©Éditions Albin Michel, 2010

Перевод Натальи Морозовой

В то утро я получила письмо совершенно неожиданного содержания:

«Уважаемая Амели Нотомб, Я рядовой второго класса американской армии, меня зовут Мелвин Мэппл, но Вы можете называть меня просто Мэл. Шесть лет назад, в самом начале этой гребаной войны меня отправили в Ирак. Я измучился невероятно, потому и пишу Вам. Мне нужно немножко понимания, а Вы, я уверен, меня поймете. С нетерпением жду Вашего ответа, Мелвин Мэппл Багдад, 18 декабря 2008 года»

Сначала я подумала, что это розыгрыш. Даже если представить, что этот Мелвин Мэппл существует, вряд ли ему позволили бы отправить подобное письмо. Наверняка ведь существует военная цензура, которая никогда не пропустит слово fucking перед словом war.

Я еще раз внимательно изучила письмо. Если предположить, что это фальшивка, состряпана она превосходно — американская марка, иракский штемпель. Убедительней всего выглядела каллиграфия: тот самый незатейливый почерк типичного американца, на который я насмотрелась во время своих поездок в Штаты. И сам тон письма — удивительная непосредственность, уверенность в том, что ему просто не могут не ответить.

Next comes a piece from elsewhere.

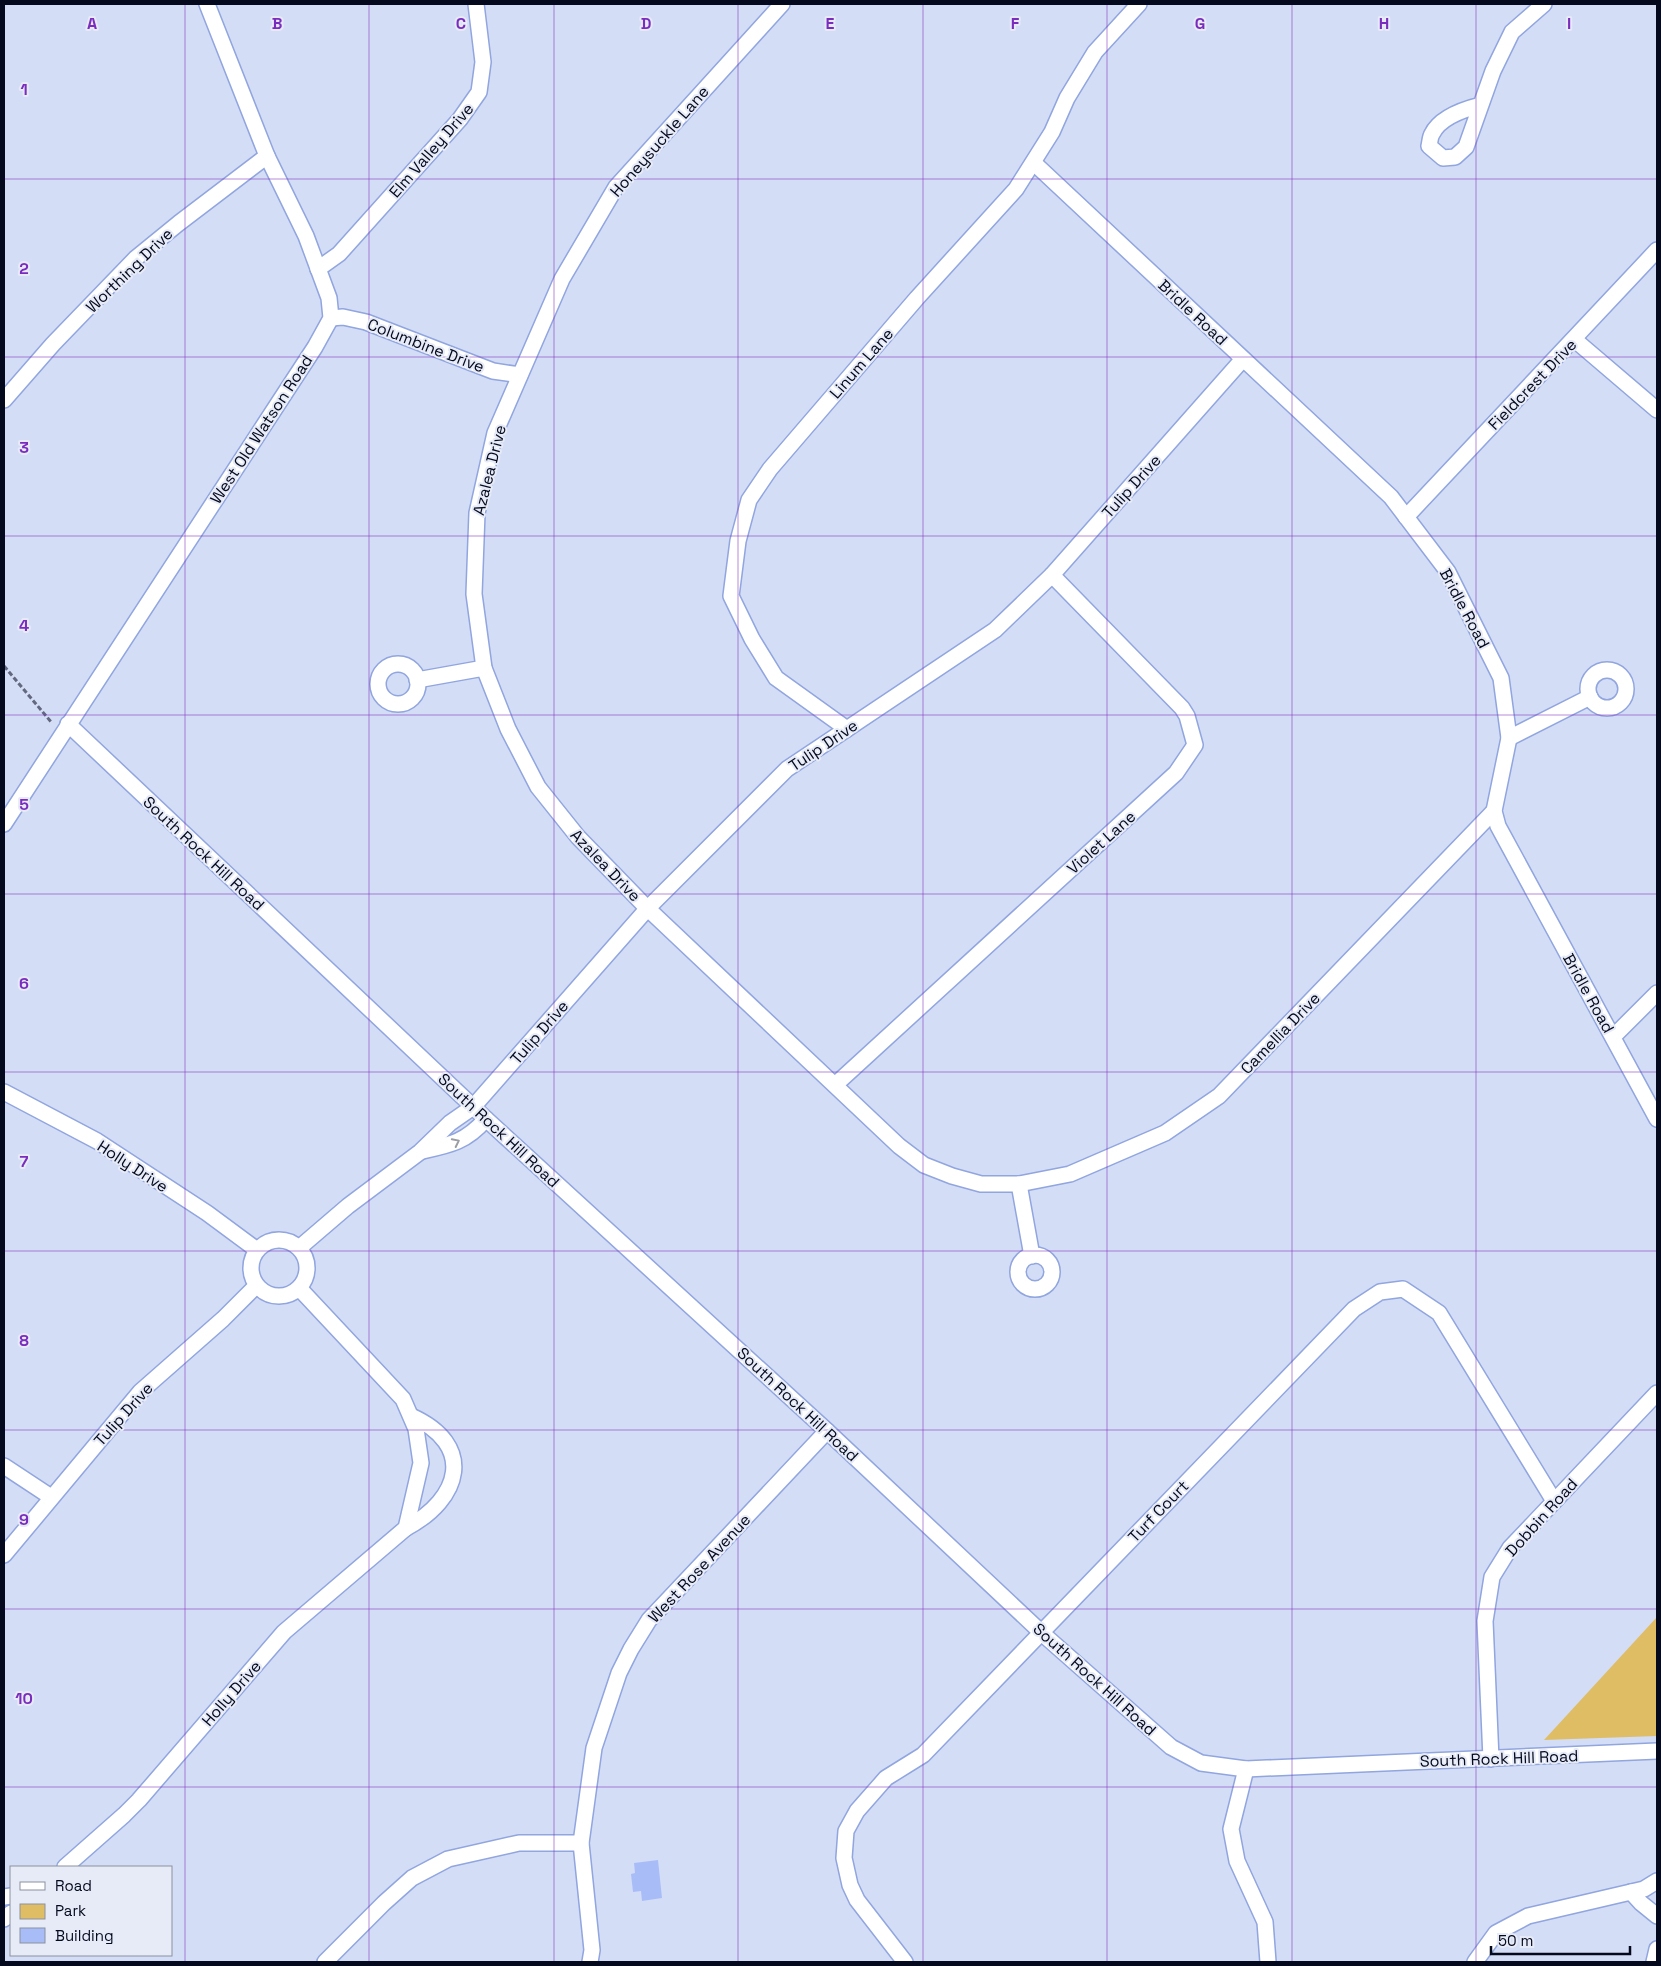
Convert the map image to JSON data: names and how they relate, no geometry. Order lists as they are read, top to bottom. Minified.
{"streets":{"street":["Honeysuckle Lane","Elm Valley Drive","Worthing Drive","Bridle Road","Columbine Drive","Linum Lane","Fieldcrest Drive","West Old Watson Road","Azalea Drive","Tulip Drive","Violet Lane","South Rock Hill Road","Camellia Drive","Holly Drive","Turf Court","Dobbin Road","West Rose Avenue"]},"crossings":[["Honeysuckle Lane","Columbine Drive"],["Honeysuckle Lane","Azalea Drive"],["Bridle Road","Linum Lane"],["Bridle Road","Fieldcrest Drive"],["Bridle Road","Tulip Drive"],["Bridle Road","Camellia Drive"],["Columbine Drive","West Old Watson Road"],["Columbine Drive","Azalea Drive"],["Linum Lane","Tulip Drive"],["West Old Watson Road","South Rock Hill Road"],["Azalea Drive","Tulip Drive"],["Azalea Drive","Violet Lane"],["Azalea Drive","Camellia Drive"],["Tulip Drive","Violet Lane"],["Tulip Drive","South Rock Hill Road"],["Tulip Drive","Holly Drive"],["South Rock Hill Road","Turf Court"],["South Rock Hill Road","Dobbin Road"],["South Rock Hill Road","West Rose Avenue"],["Turf Court","Dobbin Road"]],"legend":["Road","Park","Building"],"scale_bar":"50 m","grid":{"columns":["A","B","C","D","E","F","G","H","I"],"rows":["1","2","3","4","5","6","7","8","9","10"]}}
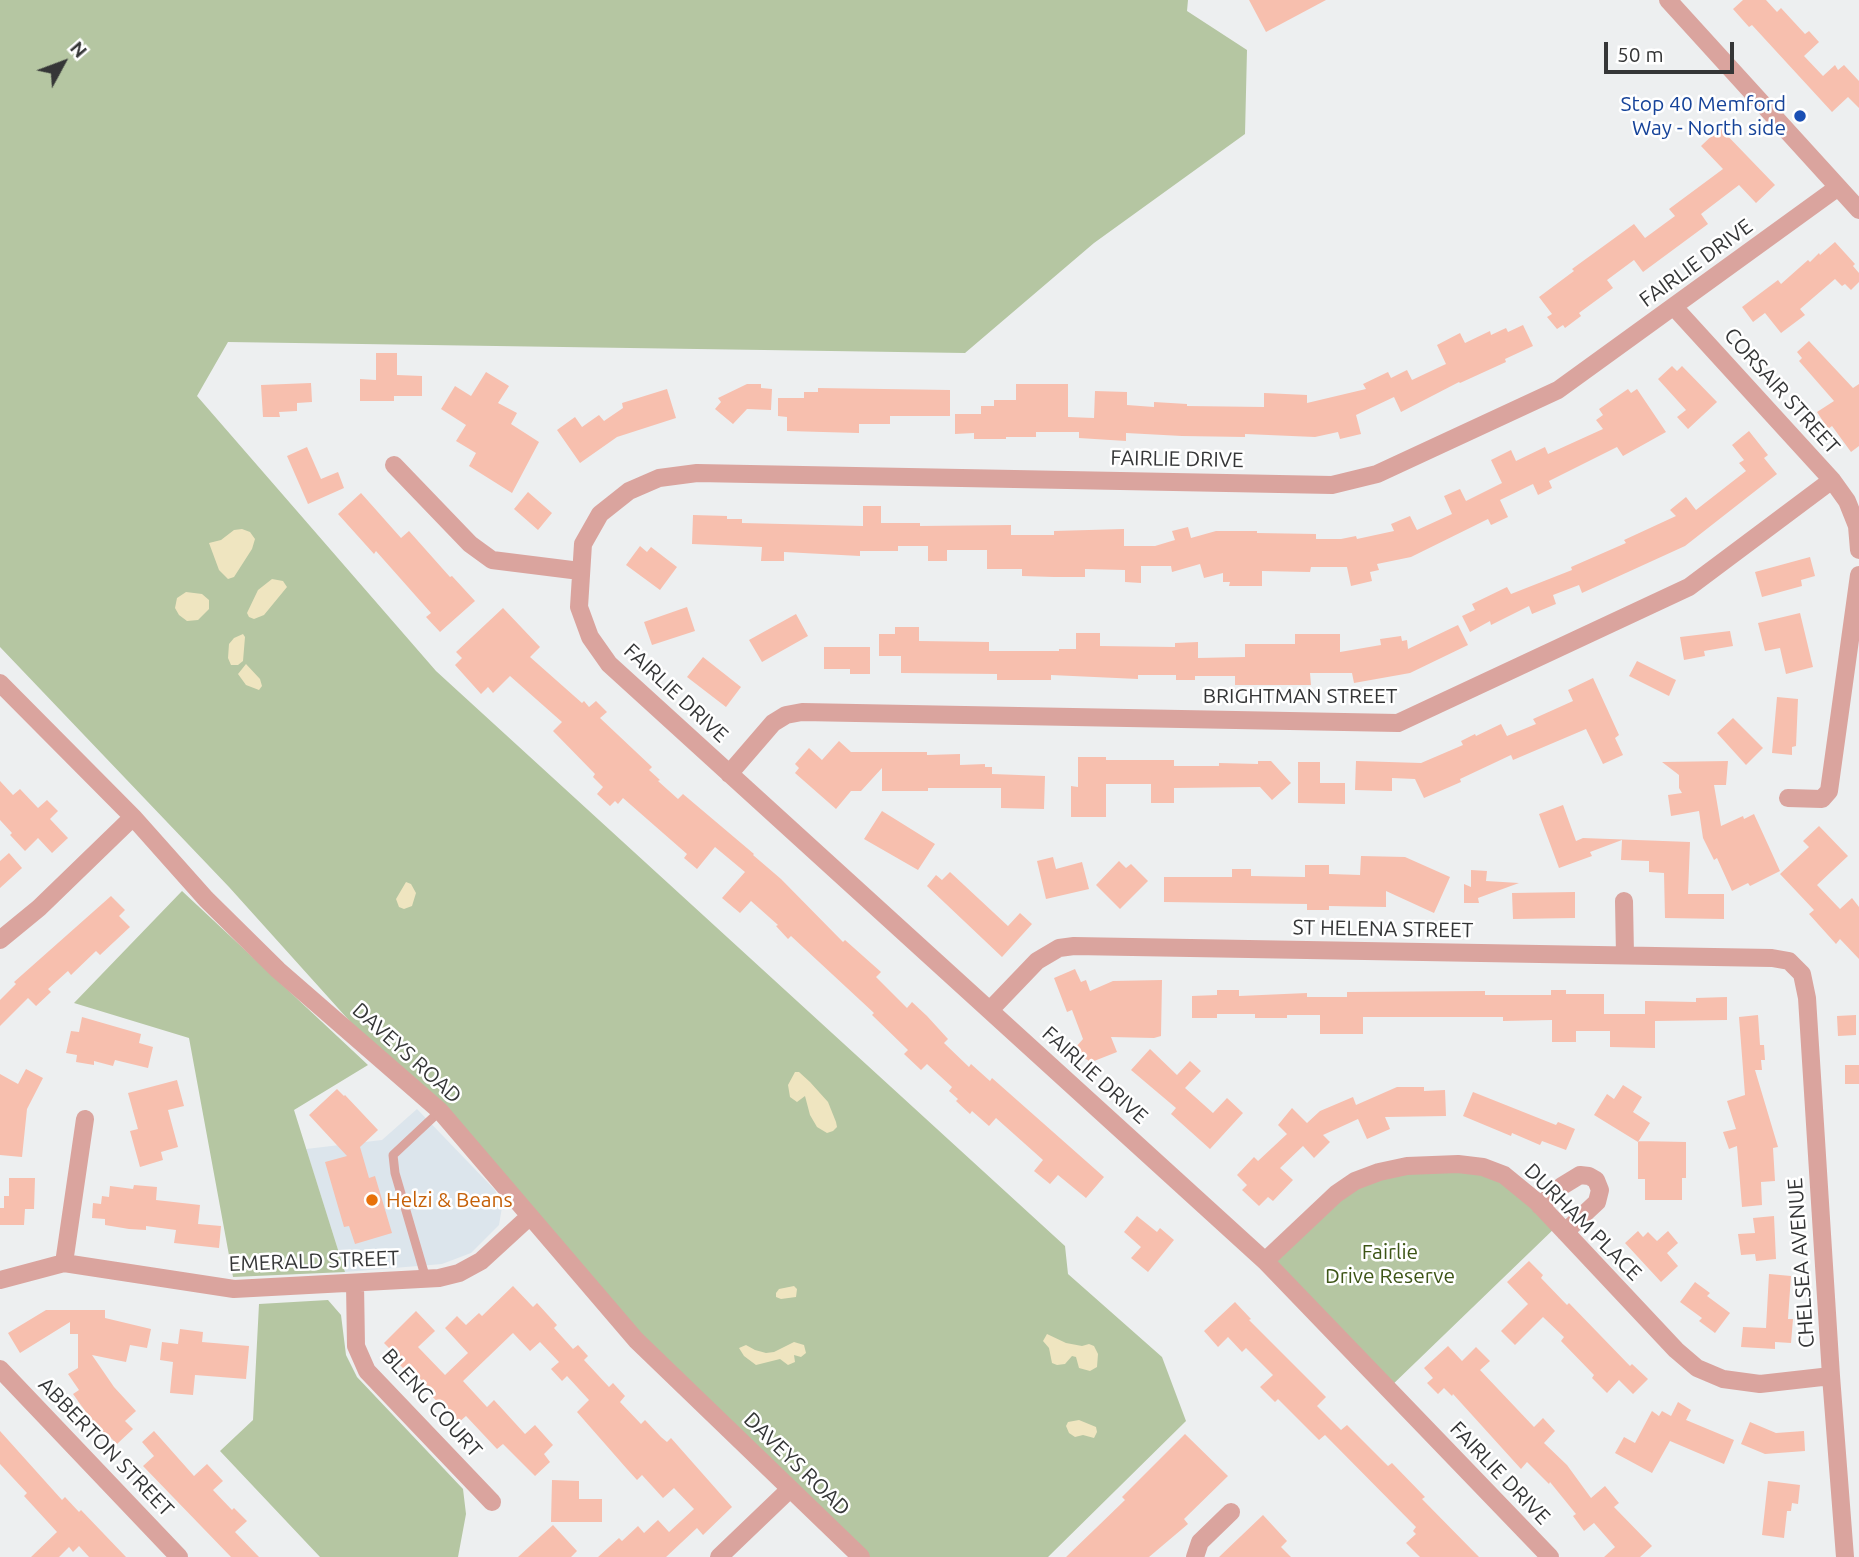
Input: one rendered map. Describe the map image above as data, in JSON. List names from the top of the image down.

Перестав сомневаться в подлинности послания, я наконец обратила внимание на самое странное в этом письме. Не удивительно, что американский солдат, с самого начала войны находящийся в Ираке, невероятно измучен, удивительно то, что он пишет об этом мне.

От кого он обо мне слышал? Хотя, конечно, некоторые мои романы переведены на английский и даже вполне тепло были приняты в Америке лет пять назад.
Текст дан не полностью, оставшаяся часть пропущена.